As was mentioned a few times in this thread, allergy testing will give you the definitive answer on the best way to treat your dog. Knowing specifically what they're allergic to will allow you to help your dog completely avoid allergens all together (the MOST effective treatment). If testing is cost prohibitive where you live, your other options would be to research rates and travel or to see if a cheaper vet would do a remote consult via skype or facetime and then order the blood work for you, which your local vet could draw.
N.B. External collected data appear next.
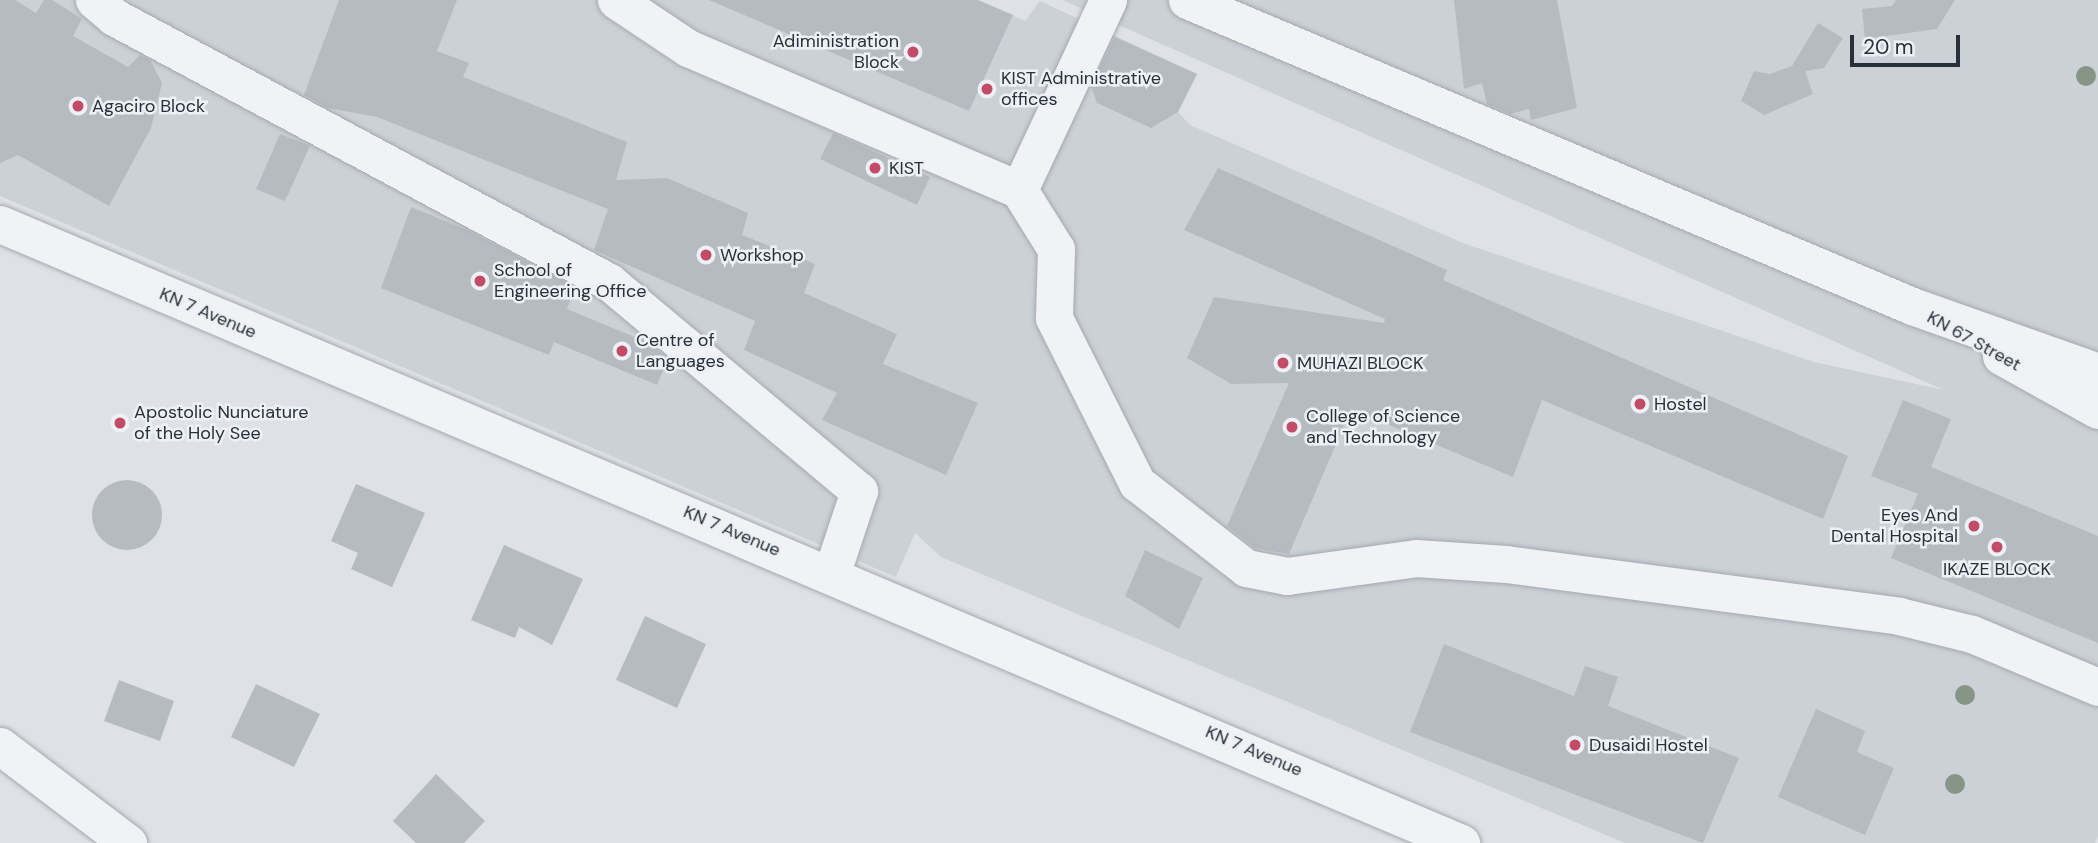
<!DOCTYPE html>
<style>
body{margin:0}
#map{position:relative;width:2098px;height:843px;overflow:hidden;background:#dee2e6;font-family:"DM Sans",sans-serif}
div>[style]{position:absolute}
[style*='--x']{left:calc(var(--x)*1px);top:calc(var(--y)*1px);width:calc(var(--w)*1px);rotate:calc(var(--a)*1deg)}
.built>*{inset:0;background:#ccd1d7}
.building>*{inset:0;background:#b6bbc2}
.round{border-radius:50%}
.roads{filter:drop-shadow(0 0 2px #a4a9af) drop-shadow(0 0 2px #a4a9af)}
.minor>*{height:37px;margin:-18.5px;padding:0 18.5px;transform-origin:18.5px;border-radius:18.5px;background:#f0f2f5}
.trees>*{width:20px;height:20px;margin:-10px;border-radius:50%;background:#879586}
.dots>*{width:19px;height:19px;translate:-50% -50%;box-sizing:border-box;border:4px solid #edf0f4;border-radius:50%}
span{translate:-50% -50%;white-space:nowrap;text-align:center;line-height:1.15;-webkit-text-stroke:5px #edf0f4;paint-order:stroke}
.poi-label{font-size:18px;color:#28313b}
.right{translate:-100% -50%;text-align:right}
.left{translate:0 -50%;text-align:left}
.street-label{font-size:18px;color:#28313b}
.scale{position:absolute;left:1850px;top:35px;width:110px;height:32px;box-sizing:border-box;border:4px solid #28313b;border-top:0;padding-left:9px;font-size:21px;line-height:24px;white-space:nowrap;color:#28313b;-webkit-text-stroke:5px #edf0f4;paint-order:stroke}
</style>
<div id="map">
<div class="built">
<i style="clip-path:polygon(0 0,978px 0,1025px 21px,1040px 1px,1197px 74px,1178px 112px,1190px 125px,1463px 243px,1814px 362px,1944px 390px,1062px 0,2098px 0,2098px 836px,2095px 843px,1625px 843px,941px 557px,915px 533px,896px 577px,0 196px)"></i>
</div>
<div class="building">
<i style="clip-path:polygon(0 0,15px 0,36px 13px,44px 0,52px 0,82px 19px,73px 36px,128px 67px,140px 55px,150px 60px,162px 83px,151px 128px,109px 206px,18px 155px,0 163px)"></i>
<i style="clip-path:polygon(339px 0,457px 0,437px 51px,469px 63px,463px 77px,627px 142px,616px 180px,667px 178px,748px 213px,742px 235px,815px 264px,804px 293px,897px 334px,883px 364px,978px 403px,946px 475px,822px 420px,837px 393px,744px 350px,755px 321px,594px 250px,608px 209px,377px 117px,328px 108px,304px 95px)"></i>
<i style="clip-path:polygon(709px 0,978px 0,1013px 15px,969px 111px)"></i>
<i style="clip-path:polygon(1454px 0,1557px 0,1577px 108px,1531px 120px,1529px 109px,1510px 114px,1487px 104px,1482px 83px,1464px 89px)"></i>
<i style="clip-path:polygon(1896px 0,1955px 0,1937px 29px,1865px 39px,1862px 9px,1892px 6px)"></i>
<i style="clip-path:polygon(1818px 23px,1843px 38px,1824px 68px,1805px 71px,1813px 94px,1764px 115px,1741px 101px,1754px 71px,1770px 74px,1792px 66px)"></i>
<i style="clip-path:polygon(1115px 37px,1197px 74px,1178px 112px,1151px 128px,1097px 103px,1091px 86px)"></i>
<i style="clip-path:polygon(833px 133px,930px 177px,917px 205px,820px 159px)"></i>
<i style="clip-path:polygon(280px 134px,310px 146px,285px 201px,256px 189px)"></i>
<i style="clip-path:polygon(1218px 168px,1447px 270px,1443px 280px,1848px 456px,1823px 519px,1542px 400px,1513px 477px,1351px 409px,1289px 554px,1255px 548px,1227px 526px,1289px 383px,1231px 384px,1187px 358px,1214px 297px,1384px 323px,1385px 319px,1184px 230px)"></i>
<i style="clip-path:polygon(411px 207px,467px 230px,575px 287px,567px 309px,649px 343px,668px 359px,657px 385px,554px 342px,549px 355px,381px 288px)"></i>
<i style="clip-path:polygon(1903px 400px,1951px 419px,1931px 467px,2098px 536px,2098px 643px,1891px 558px,1918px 494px,1871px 476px)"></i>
<i class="round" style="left:92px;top:480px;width:70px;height:70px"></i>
<i style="clip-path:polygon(356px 484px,425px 513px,392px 587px,351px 569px,358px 553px,331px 541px)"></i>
<i style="clip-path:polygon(504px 545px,583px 579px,552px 645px,519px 627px,515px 638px,471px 620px)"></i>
<i style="clip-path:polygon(1145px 550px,1203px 578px,1179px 629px,1125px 596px)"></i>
<i style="clip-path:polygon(645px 616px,706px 644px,677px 708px,616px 680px)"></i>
<i style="clip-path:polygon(1444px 644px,1574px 696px,1585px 666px,1618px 677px,1608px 706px,1739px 758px,1703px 843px,1410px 732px)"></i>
<i style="clip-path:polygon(119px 680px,174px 701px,160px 741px,104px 721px)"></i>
<i style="clip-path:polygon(256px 684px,320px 714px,294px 767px,231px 737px)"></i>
<i style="clip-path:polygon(1816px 709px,1865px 731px,1857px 752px,1894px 768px,1865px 835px,1778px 797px)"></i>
<i style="clip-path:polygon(436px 774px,485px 821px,464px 843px,416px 843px,393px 821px)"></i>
</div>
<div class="roads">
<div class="minor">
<i style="--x:94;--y:0;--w:26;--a:40"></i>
<i style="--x:114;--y:17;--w:561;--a:28.16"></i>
<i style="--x:609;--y:282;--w:326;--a:39.9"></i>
<i style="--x:859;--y:491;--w:85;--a:108.4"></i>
<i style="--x:616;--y:0;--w:87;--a:33.7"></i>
<i style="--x:688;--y:48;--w:360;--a:23.2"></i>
<i style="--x:1019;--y:190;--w:70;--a:57.9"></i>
<i style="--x:1056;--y:249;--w:69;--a:91.7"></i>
<i style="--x:1054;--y:318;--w:185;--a:63.3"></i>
<i style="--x:1137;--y:483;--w:138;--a:37.9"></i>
<i style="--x:1246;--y:568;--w:42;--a:11"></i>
<i style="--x:1287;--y:576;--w:130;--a:-7.9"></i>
<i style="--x:1416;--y:558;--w:90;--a:3.8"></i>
<i style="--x:1506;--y:564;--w:396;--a:7.5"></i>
<i style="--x:1899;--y:616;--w:75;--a:13.9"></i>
<i style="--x:1972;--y:634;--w:137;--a:22.8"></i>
<i style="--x:1187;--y:0;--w:787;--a:22.88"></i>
<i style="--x:1912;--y:306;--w:197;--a:19.5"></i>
<i style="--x:1019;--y:190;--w:210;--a:-64.9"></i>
<i style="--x:0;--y:224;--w:1587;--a:22.96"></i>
<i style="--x:2001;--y:356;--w:111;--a:29.1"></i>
<i style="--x:0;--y:746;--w:161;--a:37.2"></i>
</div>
</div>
<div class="trees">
<i style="left:2086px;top:76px"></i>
<i style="left:1965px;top:695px"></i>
<i style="left:1955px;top:784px"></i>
</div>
<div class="dots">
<i style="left:913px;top:52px;background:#c24c67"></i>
<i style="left:987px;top:89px;background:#c24c67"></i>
<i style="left:78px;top:106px;background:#c24c67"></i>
<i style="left:875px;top:168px;background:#c24c67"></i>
<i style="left:706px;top:255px;background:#c24c67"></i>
<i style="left:480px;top:281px;background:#c24c67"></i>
<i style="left:622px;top:351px;background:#c24c67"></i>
<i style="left:1283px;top:363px;background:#c24c67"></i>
<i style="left:1640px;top:404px;background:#c24c67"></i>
<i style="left:120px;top:423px;background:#c24c67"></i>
<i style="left:1292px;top:427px;background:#c24c67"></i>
<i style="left:1974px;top:526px;background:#c24c67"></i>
<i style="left:1997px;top:547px;background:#c24c67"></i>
<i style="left:1575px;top:745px;background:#c24c67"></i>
</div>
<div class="poi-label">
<span class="right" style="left:899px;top:52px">Adiministration<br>Block</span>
<span class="left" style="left:1001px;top:89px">KIST Administrative<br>offices</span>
<span class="left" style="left:92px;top:106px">Agaciro Block</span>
<span class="left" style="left:889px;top:168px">KIST</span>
<span class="left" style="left:720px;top:255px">Workshop</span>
<span class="left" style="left:494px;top:281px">School of<br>Engineering Office</span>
<span class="left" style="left:636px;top:351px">Centre of<br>Languages</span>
<span class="left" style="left:1297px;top:363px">MUHAZI BLOCK</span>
<span class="left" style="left:1654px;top:404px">Hostel</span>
<span class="left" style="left:134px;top:423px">Apostolic Nunciature<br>of the Holy See</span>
<span class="left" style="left:1306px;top:427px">College of Science<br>and Technology</span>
<span class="right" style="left:1958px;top:526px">Eyes And<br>Dental Hospital</span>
<span style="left:1997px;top:569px">IKAZE BLOCK</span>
<span class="left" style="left:1589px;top:745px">Dusaidi Hostel</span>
</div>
<div class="street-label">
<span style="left:208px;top:313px;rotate:23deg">KN 7 Avenue</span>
<span style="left:1974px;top:341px;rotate:29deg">KN 67 Street</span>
<span style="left:732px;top:531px;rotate:23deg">KN 7 Avenue</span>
<span style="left:1254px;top:751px;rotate:23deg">KN 7 Avenue</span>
</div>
<div class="scale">20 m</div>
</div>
Less costly options are more labor intensive, but can definitely have huge payoff. To help control environmental allergies, I recommend frequent bathing (confirm with your vet, of course) with a gentle shampoo. Also, you'll want to use some kind of ear wash on a daily basis to keep the allergens out. Duoxo pads (on amazon) are great for wiping down their face and feet EVERY time they go outside. You only need one pad for all four feet and face--again, the payoff is significant. If his/her allergies are severe, you can wipe their entire body with a baby wipe every time they come inside. You will also need to launder any of their bedding regularly. Another option is an allergy bodysuit and booties (I've used toddler socks) for your furry guy or gal. You can google them and work with any of the companies for sizing options. If the allergies are not that severe, you might opt for a t-shirt wardrobe where you can throw a new t-shirt on him/her each morning. Again, your goal is to keep allergens off them.
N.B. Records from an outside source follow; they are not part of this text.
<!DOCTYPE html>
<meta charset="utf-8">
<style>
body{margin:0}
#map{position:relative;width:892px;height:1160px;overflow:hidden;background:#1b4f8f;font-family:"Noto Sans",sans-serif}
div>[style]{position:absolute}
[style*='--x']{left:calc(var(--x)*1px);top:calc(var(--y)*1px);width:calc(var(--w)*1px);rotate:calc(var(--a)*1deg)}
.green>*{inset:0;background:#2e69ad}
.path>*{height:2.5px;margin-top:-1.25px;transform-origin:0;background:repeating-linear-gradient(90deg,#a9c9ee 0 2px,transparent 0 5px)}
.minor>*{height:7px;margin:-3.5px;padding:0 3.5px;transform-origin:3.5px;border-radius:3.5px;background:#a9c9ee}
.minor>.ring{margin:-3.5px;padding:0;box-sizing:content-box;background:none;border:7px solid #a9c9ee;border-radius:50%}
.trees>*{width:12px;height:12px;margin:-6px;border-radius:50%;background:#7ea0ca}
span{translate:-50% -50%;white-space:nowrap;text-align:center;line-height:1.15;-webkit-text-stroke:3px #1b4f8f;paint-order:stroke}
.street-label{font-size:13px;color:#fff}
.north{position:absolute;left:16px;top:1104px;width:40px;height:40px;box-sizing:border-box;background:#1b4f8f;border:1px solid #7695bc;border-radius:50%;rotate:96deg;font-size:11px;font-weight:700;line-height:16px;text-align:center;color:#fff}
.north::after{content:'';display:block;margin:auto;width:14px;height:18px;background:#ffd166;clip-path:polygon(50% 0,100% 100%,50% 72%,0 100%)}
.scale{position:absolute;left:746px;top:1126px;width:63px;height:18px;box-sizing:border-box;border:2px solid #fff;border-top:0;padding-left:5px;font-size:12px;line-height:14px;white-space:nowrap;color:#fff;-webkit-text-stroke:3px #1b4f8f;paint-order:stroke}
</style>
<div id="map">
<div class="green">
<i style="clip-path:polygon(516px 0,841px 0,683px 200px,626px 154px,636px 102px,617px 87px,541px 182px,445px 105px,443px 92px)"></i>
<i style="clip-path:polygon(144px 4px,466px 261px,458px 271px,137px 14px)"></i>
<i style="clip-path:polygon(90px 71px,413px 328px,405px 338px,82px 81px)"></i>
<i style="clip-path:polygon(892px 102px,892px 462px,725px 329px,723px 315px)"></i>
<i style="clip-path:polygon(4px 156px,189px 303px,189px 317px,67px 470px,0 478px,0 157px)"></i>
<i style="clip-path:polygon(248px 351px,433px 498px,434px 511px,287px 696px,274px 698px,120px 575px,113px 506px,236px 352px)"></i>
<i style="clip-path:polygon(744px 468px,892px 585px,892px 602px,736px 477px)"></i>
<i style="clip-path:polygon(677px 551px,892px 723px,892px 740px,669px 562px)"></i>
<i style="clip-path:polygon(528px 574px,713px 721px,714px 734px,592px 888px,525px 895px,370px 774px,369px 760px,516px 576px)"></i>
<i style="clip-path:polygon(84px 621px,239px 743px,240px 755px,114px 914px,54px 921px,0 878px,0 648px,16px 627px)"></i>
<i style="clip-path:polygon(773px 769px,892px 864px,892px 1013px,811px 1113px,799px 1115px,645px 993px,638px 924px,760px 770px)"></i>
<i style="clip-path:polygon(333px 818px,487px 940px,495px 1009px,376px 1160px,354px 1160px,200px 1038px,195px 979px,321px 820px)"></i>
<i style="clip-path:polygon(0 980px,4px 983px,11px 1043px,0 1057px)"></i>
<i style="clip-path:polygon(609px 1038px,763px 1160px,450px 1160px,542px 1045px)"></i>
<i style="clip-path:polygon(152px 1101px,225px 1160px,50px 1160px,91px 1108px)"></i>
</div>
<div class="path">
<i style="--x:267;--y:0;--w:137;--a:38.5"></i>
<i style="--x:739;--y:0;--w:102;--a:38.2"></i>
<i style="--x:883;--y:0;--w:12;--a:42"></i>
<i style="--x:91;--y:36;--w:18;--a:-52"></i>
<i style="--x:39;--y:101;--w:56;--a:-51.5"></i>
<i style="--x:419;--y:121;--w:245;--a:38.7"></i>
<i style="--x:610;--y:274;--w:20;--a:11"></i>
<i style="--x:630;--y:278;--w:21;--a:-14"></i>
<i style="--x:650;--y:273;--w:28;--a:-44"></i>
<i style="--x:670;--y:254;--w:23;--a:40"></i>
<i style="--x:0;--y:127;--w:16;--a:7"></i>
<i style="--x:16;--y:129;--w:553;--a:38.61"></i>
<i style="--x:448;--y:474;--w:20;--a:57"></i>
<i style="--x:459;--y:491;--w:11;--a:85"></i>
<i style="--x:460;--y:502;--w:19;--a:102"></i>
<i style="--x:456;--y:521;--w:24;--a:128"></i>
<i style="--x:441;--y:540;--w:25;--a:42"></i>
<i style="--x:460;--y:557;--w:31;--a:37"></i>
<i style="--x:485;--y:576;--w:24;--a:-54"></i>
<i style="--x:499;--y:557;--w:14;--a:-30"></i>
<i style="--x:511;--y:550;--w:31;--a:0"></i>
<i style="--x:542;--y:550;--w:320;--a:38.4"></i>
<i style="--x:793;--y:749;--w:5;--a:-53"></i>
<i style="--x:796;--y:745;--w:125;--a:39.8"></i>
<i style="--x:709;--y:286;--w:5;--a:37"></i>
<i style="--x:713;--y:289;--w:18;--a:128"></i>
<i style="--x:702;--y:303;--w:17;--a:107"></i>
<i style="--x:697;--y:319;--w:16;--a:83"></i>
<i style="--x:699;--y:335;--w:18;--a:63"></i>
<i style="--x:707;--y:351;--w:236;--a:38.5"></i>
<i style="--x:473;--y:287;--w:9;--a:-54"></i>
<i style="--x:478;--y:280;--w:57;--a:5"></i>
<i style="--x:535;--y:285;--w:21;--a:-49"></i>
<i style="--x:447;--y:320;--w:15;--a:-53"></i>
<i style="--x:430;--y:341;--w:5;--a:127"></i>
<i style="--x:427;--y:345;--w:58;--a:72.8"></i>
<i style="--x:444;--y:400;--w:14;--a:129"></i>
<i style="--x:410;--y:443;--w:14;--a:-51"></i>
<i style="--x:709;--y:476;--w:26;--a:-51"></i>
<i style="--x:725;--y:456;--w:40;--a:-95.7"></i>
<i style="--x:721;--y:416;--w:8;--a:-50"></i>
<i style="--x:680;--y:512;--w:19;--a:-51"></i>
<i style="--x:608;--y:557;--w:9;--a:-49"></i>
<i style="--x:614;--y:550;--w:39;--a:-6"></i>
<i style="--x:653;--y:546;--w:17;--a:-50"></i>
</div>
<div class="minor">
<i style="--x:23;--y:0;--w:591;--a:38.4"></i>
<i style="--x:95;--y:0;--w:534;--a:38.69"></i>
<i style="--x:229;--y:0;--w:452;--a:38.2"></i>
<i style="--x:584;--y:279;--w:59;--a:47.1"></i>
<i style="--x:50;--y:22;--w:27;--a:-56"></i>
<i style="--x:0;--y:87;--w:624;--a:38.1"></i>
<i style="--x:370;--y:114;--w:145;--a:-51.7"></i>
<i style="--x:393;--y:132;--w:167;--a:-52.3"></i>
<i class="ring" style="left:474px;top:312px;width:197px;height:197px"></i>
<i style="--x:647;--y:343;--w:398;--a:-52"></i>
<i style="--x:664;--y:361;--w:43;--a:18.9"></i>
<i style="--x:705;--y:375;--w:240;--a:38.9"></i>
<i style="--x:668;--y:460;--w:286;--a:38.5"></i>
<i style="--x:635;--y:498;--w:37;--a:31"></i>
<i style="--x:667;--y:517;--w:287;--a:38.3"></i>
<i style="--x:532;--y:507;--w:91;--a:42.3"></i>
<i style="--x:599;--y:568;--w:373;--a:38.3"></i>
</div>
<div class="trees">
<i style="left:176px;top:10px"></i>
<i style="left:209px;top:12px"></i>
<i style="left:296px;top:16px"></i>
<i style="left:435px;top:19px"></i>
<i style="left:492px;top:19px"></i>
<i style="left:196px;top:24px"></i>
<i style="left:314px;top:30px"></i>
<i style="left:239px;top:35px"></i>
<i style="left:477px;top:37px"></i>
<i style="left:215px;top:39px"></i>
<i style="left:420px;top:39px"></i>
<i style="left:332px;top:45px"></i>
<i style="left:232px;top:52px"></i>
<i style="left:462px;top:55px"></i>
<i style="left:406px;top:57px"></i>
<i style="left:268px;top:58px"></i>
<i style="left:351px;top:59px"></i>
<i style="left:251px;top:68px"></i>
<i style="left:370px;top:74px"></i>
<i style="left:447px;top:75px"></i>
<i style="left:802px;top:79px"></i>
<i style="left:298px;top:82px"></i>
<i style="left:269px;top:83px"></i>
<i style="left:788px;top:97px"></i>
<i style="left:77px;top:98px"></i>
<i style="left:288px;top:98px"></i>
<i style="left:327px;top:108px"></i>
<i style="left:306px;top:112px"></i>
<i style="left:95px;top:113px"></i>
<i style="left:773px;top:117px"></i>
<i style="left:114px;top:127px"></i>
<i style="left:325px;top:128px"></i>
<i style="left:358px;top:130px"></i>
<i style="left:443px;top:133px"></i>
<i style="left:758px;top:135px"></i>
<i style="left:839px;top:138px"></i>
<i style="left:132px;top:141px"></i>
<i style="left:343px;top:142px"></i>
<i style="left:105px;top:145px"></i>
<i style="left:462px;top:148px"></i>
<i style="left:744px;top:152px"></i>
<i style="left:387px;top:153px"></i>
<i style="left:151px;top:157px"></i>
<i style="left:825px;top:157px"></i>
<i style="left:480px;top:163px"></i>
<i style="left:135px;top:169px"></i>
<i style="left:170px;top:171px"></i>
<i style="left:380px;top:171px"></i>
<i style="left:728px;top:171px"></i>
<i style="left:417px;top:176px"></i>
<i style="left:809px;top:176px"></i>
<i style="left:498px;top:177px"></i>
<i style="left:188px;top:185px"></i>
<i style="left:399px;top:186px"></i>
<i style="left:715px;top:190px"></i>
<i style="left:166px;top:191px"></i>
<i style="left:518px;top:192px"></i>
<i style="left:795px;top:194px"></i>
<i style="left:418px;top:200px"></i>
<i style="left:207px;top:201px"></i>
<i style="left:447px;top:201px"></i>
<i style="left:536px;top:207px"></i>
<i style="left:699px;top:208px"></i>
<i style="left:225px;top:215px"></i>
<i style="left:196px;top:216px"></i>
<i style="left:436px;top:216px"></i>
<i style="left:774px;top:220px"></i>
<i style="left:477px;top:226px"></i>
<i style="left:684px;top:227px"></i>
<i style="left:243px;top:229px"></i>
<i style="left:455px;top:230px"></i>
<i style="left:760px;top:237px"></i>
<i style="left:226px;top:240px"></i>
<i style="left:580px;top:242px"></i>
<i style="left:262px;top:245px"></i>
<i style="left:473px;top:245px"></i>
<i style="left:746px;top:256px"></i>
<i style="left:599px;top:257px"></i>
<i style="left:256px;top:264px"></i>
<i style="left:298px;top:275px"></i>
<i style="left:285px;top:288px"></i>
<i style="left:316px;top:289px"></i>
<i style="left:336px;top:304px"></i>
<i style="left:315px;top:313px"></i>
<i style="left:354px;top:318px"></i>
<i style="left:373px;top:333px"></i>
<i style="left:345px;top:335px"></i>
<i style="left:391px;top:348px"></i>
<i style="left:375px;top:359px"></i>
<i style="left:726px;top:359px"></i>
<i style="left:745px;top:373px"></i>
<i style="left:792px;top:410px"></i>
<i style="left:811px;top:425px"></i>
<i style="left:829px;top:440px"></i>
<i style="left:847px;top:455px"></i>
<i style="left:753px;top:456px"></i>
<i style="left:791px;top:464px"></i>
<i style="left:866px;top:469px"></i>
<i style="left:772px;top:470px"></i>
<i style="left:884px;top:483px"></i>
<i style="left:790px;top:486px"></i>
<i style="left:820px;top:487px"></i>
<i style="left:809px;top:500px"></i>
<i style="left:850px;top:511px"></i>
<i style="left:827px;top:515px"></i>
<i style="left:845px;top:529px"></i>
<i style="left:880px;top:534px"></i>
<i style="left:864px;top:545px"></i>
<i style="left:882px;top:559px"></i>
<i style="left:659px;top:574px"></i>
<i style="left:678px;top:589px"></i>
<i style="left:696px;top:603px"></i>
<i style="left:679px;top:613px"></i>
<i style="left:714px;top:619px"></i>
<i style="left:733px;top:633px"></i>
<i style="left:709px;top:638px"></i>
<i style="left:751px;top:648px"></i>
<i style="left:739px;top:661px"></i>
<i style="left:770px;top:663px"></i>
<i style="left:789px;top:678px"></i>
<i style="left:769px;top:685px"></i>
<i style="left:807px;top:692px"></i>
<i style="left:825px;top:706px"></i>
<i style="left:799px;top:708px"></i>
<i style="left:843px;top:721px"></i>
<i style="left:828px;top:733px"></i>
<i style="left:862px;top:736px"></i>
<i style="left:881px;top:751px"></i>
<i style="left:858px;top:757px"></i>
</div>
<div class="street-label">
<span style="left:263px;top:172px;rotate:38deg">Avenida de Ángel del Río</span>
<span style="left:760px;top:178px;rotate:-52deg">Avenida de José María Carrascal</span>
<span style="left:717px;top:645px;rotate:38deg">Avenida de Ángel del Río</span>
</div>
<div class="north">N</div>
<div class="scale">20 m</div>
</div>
For diet, without knowing what they're allergic to, pricey dog food/raw may just be in vain. Some dogs are only allergic to the mites that come from storing dry food, and therefore, do better on a raw diet. Other dogs are allergic to the raw protein itself. If the allergy test is off the table, I'd try an elimination diet. You could start with one food...just one...pork, chicken, lamb, rice, whatever. Many people will recommend specific proteins over others (rabbit is frequently recommended), but I've fostered quite a bit and I've had dogs allergic to anything. I have a foster right now with an "off the charts" allergy to rabbit. Whatever you choose, feed it to them for a few days and see if they have any allergic reactions. If not, add a second food...so maybe lamb & rice. A few days later, add a third food...lamb, rice, hard boiled eggs with shells. And so on...

In addition to working to keep allergens off of them, you're also working to keep any secondary skin infections from developing from their scratching. The baths and Duoxo pads can help with that. Keeping all this in mind, I've had at least two dogs allergic to human skin cells (no sleeping on bed and lots of vacuuming) and two allergic to cotton (blankets, doggie t-shirts all a no-no for these guys).

Good luck. Dealing with allergies can be frustrating and exhausting, but you do have a few options that might significantly help.